En 1769, Benjamin Franklin, futur Président des Etats-Unis, et son cousin et collaborateur Timothy Folger ont établi la première carte du Gulf Stream, courant chaud océanique qui circule entre la Floride et l’Europe.

Au cours des centaines d’années qui ont suivi, les scientifiques ont sillonné les océans du globe à la recherche de données expliquant le cycle de l’eau sur Terre. Un travail de longue haleine qui se poursuit encore aujourd’hui, la Terre étant couverte d’eau sur 361 millions de km², soit 72 % de sa surface ! En 1992, l’océanographie a été révolutionnée avec le lancement du satellite TOPEX/Poséidon, premier du genre consacré à l’étude de la topographie océanique. Mission conjointe de la NASA et du CNES, TOPEX/Poséidon a bouleversé notre compréhension des organismes qui composent à 97 % les eaux du globe.

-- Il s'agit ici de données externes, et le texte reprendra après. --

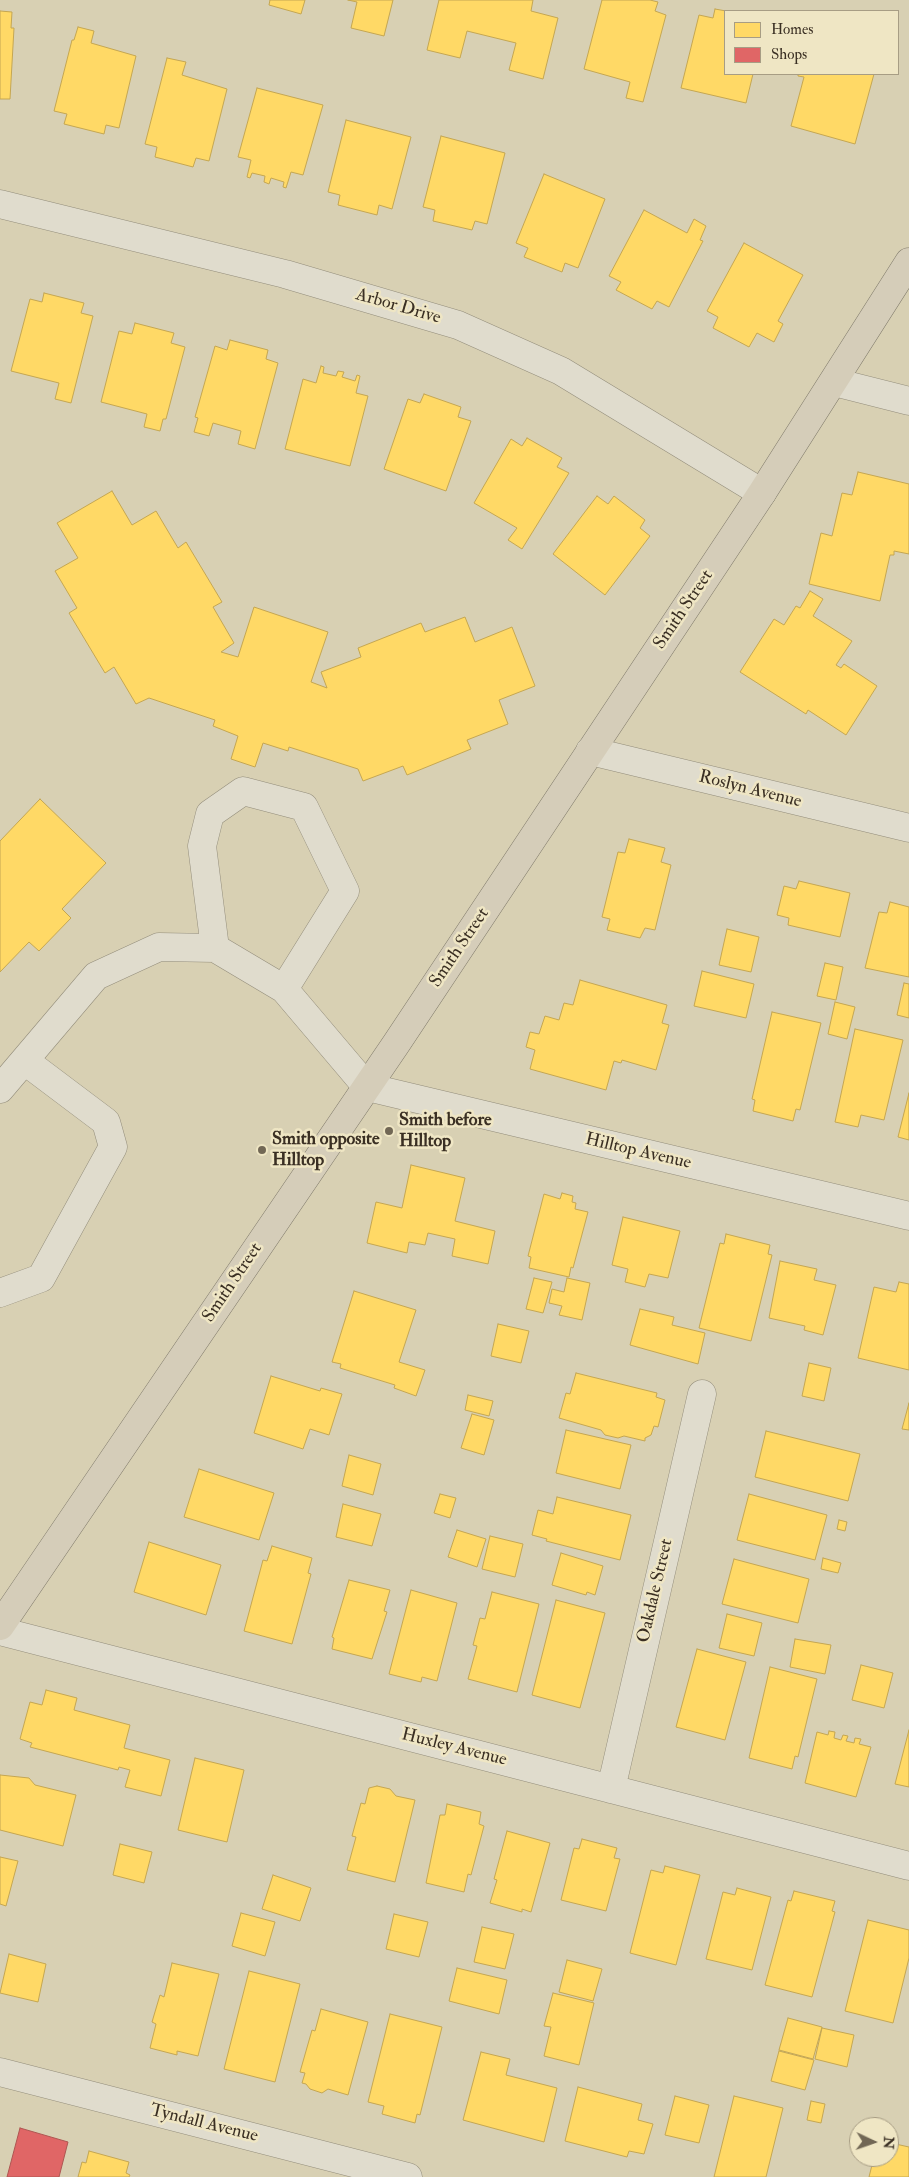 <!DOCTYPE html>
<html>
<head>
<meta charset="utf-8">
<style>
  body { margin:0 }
  #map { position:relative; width:909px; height:2177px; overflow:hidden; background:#d8d0b3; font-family:"IM FELL Double Pica",serif }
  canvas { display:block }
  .legend { position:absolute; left:724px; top:10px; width:175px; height:65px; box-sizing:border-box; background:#efe6c4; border:1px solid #a79d84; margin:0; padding:6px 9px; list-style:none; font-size:15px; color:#3a2f23 }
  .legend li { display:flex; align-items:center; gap:10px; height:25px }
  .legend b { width:25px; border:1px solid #a79d84 }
  .north { position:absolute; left:849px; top:2117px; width:50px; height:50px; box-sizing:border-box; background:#efe6c4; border:1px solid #a79d84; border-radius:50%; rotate:93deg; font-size:14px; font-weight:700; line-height:20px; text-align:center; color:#3a2f23 }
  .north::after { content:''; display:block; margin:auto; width:18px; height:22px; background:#716755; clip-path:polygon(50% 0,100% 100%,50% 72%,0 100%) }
</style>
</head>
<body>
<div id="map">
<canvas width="909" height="2177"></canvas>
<ul class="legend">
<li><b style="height:14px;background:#ffd966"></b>Homes</li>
<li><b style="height:14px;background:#e06666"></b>Shops</li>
</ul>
<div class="north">N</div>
</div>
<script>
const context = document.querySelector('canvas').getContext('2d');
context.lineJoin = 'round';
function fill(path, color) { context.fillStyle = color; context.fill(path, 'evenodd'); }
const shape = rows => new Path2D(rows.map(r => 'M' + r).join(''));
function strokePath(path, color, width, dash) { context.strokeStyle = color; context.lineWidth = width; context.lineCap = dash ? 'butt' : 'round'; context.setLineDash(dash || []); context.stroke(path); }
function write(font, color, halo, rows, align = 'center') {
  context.font = font + ' "IM FELL Double Pica",serif'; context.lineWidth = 5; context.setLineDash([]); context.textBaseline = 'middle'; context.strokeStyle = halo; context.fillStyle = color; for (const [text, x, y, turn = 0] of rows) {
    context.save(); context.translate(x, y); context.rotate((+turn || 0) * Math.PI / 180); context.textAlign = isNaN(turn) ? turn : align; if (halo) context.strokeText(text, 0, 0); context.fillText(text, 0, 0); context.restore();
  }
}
const homes = shape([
  [270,0,305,0,301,14,269,5,270,0],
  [348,0,393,0,384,36,351,28,357,2,348,0],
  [439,0,533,0,531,11,558,18,543,79,509,70,516,43,467,31,460,58,427,50,439,0],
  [602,0,650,0,658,2,655,11,666,15,643,102,626,98,630,82,584,69,602,0],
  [715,9,726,11,725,74,753,74,746,103,681,88,699,15,713,18,715,9],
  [0,11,12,12,11,28,14,28,10,99,0,99,0,11],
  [78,27,94,31,91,43,136,56,119,128,106,125,104,134,64,124,67,114,54,111,72,40,74,40,78,27],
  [167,58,186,62,182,75,227,89,209,161,196,158,193,167,155,157,157,147,145,144,167,58],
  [798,74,874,74,855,144,791,126,804,77,798,76,798,74],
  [257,88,323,105,303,175,291,172,286,188,283,187,284,182,271,178,269,184,264,182,265,176,252,173,250,178,247,177,251,160,238,157,257,88],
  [346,120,411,137,392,209,379,205,377,215,338,205,340,195,328,192,346,120],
  [441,136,505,153,487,224,475,221,472,230,433,221,435,210,423,207,441,136],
  [544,174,605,199,578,268,565,263,562,272,524,257,528,248,516,243,544,174],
  [644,210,687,233,694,219,706,226,700,240,703,241,669,307,657,301,652,309,616,290,621,282,609,276,644,210],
  [744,243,803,275,778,321,783,324,774,342,757,333,749,347,713,328,718,317,707,311,744,243],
  [44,293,84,303,81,313,93,316,71,403,55,399,59,383,11,371,30,299,42,302,44,293],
  [135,323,174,333,171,343,185,347,166,419,163,419,160,431,144,427,147,414,101,402,119,331,132,334,135,323],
  [230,340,268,350,266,359,278,363,255,449,238,444,241,431,213,423,209,436,194,432,198,418,195,417,215,346,227,350,230,340],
  [321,366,324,367,323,373,336,376,338,371,344,372,342,377,355,381,357,375,360,376,356,393,368,396,350,466,285,449,303,379,316,383,321,366],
  [424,394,461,407,458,417,471,421,446,491,384,469,408,399,420,403,424,394],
  [527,438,562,458,557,467,569,473,522,549,508,540,517,528,474,503,511,439,522,446,527,438],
  [858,472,909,484,909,554,894,551,894,555,890,555,880,601,809,584,821,533,832,536,842,493,852,495,858,472],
  [112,491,132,525,156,511,178,548,186,542,222,602,213,607,234,643,221,652,238,657,254,607,328,632,311,682,327,688,321,672,361,657,358,648,421,623,425,632,465,617,475,642,512,627,535,686,499,700,508,724,467,740,471,749,407,775,403,766,363,781,358,769,289,747,288,751,263,743,255,767,231,759,238,736,213,726,215,720,149,698,136,704,114,667,105,673,69,613,77,608,55,571,78,558,57,523,112,491],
  [597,496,608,504,614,496,645,520,640,528,650,536,605,595,553,554,597,496],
  [810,591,823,599,813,616,852,641,836,665,841,668,844,664,877,686,846,735,808,710,806,714,740,672,774,619,784,625,796,606,800,608,810,591],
  [40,799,106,863,62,909,71,918,39,951,29,942,0,972,0,841,40,799],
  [629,839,665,848,661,862,671,865,655,930,645,928,640,938,607,930,610,919,602,917,618,852,625,853,629,839],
  [799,881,850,893,840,937,788,925,789,918,777,915,784,886,796,889,799,881],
  [890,902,909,907,909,977,865,968,879,912,887,913,890,902],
  [727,929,759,937,751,972,719,965,727,929],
  [825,963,843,967,836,1000,817,996,825,963],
  [702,971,754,984,746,1018,694,1006,702,971],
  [580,980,667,1005,662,1023,669,1025,656,1070,622,1060,621,1063,614,1061,606,1090,530,1069,535,1050,526,1047,530,1032,539,1034,545,1016,559,1020,564,1003,573,1005,580,980],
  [904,983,909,984,909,1018,897,1015,904,983],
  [835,1002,855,1007,847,1039,828,1034,835,1002],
  [772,1012,821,1023,800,1110,796,1109,793,1121,753,1111,755,1100,752,1099,772,1012],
  [855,1029,903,1040,884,1120,861,1115,858,1127,835,1122,855,1029],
  [909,1093,909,1140,898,1137,909,1093],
  [411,1165,465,1178,455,1221,495,1231,488,1264,452,1256,455,1239,428,1233,425,1245,409,1242,407,1253,367,1243,376,1202,402,1208,411,1165],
  [562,1193,573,1196,572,1202,576,1203,575,1209,588,1212,573,1268,571,1267,569,1277,529,1268,531,1257,528,1256,544,1194,560,1199,562,1193],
  [623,1217,680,1231,668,1278,649,1274,645,1287,625,1282,628,1269,612,1265,623,1217],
  [726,1234,770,1245,768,1254,772,1255,751,1341,699,1328,720,1243,724,1244,726,1234],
  [780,1261,817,1269,814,1280,836,1285,823,1335,804,1330,805,1326,769,1318,780,1261],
  [534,1278,552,1282,543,1313,526,1309,534,1278],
  [567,1278,590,1283,582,1320,559,1315,562,1306,549,1303,552,1289,564,1292,567,1278],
  [899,1282,909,1284,909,1370,858,1358,874,1287,896,1292,899,1282],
  [354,1291,416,1310,399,1362,425,1370,416,1396,394,1388,395,1385,340,1368,341,1364,332,1362,354,1291],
  [640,1309,674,1317,672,1325,705,1333,698,1364,630,1345,640,1309],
  [498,1324,529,1331,521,1363,491,1356,498,1324],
  [809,1363,831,1368,824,1401,802,1396,809,1363],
  [576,1373,657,1393,656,1397,665,1400,658,1427,654,1426,651,1435,645,1438,645,1441,624,1436,618,1438,605,1435,601,1430,559,1418,566,1393,570,1394,576,1373],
  [271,1376,320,1391,321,1388,342,1394,329,1435,310,1429,303,1449,254,1433,271,1376],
  [468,1395,493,1401,489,1416,465,1410,468,1395],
  [909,1403,909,1430,902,1429,909,1403],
  [472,1414,494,1420,484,1455,461,1448,472,1414],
  [566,1430,631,1445,620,1489,556,1473,566,1430],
  [766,1431,860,1454,848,1501,755,1477,766,1431],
  [349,1455,381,1464,373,1495,342,1486,349,1455],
  [199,1469,274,1493,259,1540,184,1517,199,1469],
  [440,1494,456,1498,450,1518,434,1513,440,1494],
  [749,1494,827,1515,815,1560,737,1540,749,1494],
  [557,1497,631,1515,620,1560,546,1541,547,1539,532,1535,538,1510,553,1514,557,1497],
  [343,1504,381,1514,372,1546,336,1537,343,1504],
  [839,1520,847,1522,845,1531,837,1529,839,1520],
  [457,1530,486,1539,477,1567,448,1557,457,1530],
  [490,1536,523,1544,515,1577,482,1569,490,1536],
  [149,1542,221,1565,206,1615,134,1592,149,1542],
  [272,1546,312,1558,308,1573,311,1574,292,1644,244,1631,263,1560,267,1561,272,1546],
  [561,1553,603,1566,595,1595,587,1592,586,1595,552,1585,561,1553],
  [823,1558,841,1563,838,1573,821,1569,823,1558],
  [734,1559,809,1579,798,1623,722,1604,734,1559],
  [349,1580,390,1590,384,1611,387,1612,372,1659,332,1649,334,1638,332,1637,349,1580],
  [411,1590,457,1603,437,1681,422,1677,421,1682,389,1674,411,1590],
  [492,1592,539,1604,517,1692,468,1679,477,1646,473,1645,480,1618,485,1619,492,1592],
  [556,1600,605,1613,580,1708,532,1695,556,1600],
  [727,1614,762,1623,754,1656,719,1648,727,1614],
  [795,1639,831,1645,825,1674,790,1667,795,1639],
  [697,1649,746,1662,725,1740,676,1727,697,1649],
  [861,1665,893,1673,884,1708,852,1700,861,1665],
  [770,1667,817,1679,798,1757,795,1756,792,1769,749,1758,770,1667],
  [46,1690,77,1698,74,1710,130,1725,124,1748,170,1760,161,1796,125,1787,130,1770,119,1767,118,1770,30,1747,32,1743,20,1739,30,1702,42,1705,46,1690],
  [909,1730,909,1787,895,1784,909,1730],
  [829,1731,835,1732,834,1738,841,1740,843,1735,848,1736,846,1741,854,1743,855,1738,861,1739,859,1744,871,1747,856,1797,805,1783,817,1732,828,1735,829,1731],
  [195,1758,244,1770,227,1842,178,1830,195,1758],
  [0,1775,29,1778,35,1785,76,1795,63,1846,0,1830,0,1775],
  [377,1786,390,1789,396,1796,415,1800,395,1882,347,1870,356,1837,352,1836,361,1803,365,1804,369,1788,377,1786],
  [447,1804,481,1812,479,1824,484,1826,471,1875,468,1874,464,1892,426,1883,440,1815,445,1815,447,1804],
  [507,1831,550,1843,531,1912,522,1909,522,1912,490,1903,497,1880,494,1879,507,1831],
  [582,1839,617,1848,614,1858,620,1859,606,1911,561,1900,574,1848,579,1849,582,1839],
  [120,1844,152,1852,144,1883,113,1875,120,1844],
  [0,1857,18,1861,6,1906,0,1904,0,1857],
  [665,1866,700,1875,676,1965,630,1953,651,1870,663,1873,665,1866],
  [273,1875,311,1888,300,1921,262,1909,273,1875],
  [737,1888,771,1897,752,1970,706,1959,723,1892,735,1895,737,1888],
  [794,1891,835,1901,832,1911,835,1912,812,1997,765,1985,788,1900,791,1901,794,1891],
  [241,1913,275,1922,265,1956,232,1946,241,1913],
  [394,1914,428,1922,419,1957,386,1949,394,1914],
  [868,1920,909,1930,909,1958,893,2023,845,2011,868,1920],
  [482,1927,514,1934,505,1969,474,1962,482,1927],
  [9,1954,46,1964,38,2002,0,1993,9,1954],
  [567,1960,602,1969,593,2001,559,1992,567,1960],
  [172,1963,219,1974,198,2056,177,2051,177,2055,150,2048,156,2024,152,2022,160,1995,164,1997,172,1963],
  [457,1968,507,1980,499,2014,449,2001,457,1968],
  [249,1971,300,1984,275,2082,224,2069,249,1971],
  [553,1993,594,2003,579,2065,544,2056,551,2027,544,2026,553,1993],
  [321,2009,368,2022,348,2095,328,2089,322,2093,310,2089,306,2084,302,2083,305,2073,300,2072,312,2030,315,2031,321,2009],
  [390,2014,442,2027,420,2115,417,2114,415,2123,382,2114,384,2106,368,2102,390,2014],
  [788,2018,822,2027,813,2059,779,2050,788,2018],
  [822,2028,854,2035,847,2067,815,2059,822,2028],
  [779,2051,814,2060,805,2090,771,2081,779,2051],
  [481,2052,510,2059,506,2075,557,2088,544,2142,463,2120,481,2052],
  [578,2087,642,2104,638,2120,653,2124,644,2154,629,2151,627,2157,565,2141,578,2087],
  [675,2096,709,2105,699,2143,665,2135,675,2096],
  [734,2096,783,2108,766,2177,714,2177,734,2096],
  [811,2101,825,2104,821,2123,807,2120,811,2101],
  [891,2143,909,2147,909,2177,869,2177,874,2157,887,2159,891,2143],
  [89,2151,129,2162,126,2173,130,2175,129,2177,78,2177,82,2162,86,2163,89,2151]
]);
fill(homes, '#ffd966');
strokePath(homes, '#c4a652', 1);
const shops = shape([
  [20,2128,68,2142,59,2177,7,2177,20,2128]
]);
fill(shops, '#e06666');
strokePath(shops, '#ae5652', 1);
const minor = shape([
  [0,204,285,274,458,325,561,371,762,493],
  [834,382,909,401],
  [590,751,909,828],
  [215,948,202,846,210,814,243,791,304,807,345,891,284,989],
  [0,1089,96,976,159,947,215,948,284,989,367,1087,909,1216],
  [0,1293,41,1278,113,1147,106,1122,25,1061],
  [0,1631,909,1866],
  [611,1789,702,1394],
  [0,2072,408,2177]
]);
const major = shape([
  [0,1626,396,1044,762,493,909,262]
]);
strokePath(minor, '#938d7b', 29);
strokePath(major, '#7d7768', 29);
strokePath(minor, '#e0dccd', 28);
strokePath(major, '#d5cdb9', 28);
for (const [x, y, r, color] of [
  [389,1131,5,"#716755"],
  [262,1150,5,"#716755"]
]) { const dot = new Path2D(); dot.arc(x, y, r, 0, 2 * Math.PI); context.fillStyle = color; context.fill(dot); strokePath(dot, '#efe6c4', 2); }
write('18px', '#3a2f23', '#efe6c4', [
  ["Arbor Drive",398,307,16],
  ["Smith Street",684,610,-56],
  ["Roslyn Avenue",750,790,14],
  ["Smith Street",460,948,-56],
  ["Hilltop Avenue",638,1152,13],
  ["Smith Street",233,1283,-56],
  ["Oakdale Street",656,1591,-77],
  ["Huxley Avenue",454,1748,14],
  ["Tyndall Avenue",204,2124,14]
]);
write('bold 18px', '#3a2f23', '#efe6c4', [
  ["Smith before",399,1121],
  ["Hilltop",399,1142],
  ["Smith opposite",272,1140],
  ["Hilltop",272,1161]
], 'left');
</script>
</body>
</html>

Grâce à cette mission inédite, les océanographes ont pu obtenir, pour la première fois, des mesures en temps réel de vastes étendues océaniques, comparé à l’échelle restreinte et à la lenteur des études marines in situ. En orbite à 1330 km de la Terre, l’altimètre radar du satellite a permis de mesurer la profondeur des océans avec une précision de l’ordre de 3,3 cm et d’établir les toutes premières cartes de la « hauteur » des mers du globe.

Mais sa contribution la plus importante à l’océanographie est probablement d’avoir enfin fourni des informations sur la circulation thermohaline, courant permanent qui, à l’image d’un « tapis roulant », transporte l’eau froide plus saline de l’Arctique à travers l’Atlantique, traversant ensuite l’océan Indien jusqu’au Pacifique, et inversement. Ces informations ont permis à la communauté scientifique de mieux comprendre comment la chaleur émise par le soleil est stockée dans l’océan, comment se mélangent les eaux de notre planète et comment le changement climatique peut altérer cette « voie de circulation ».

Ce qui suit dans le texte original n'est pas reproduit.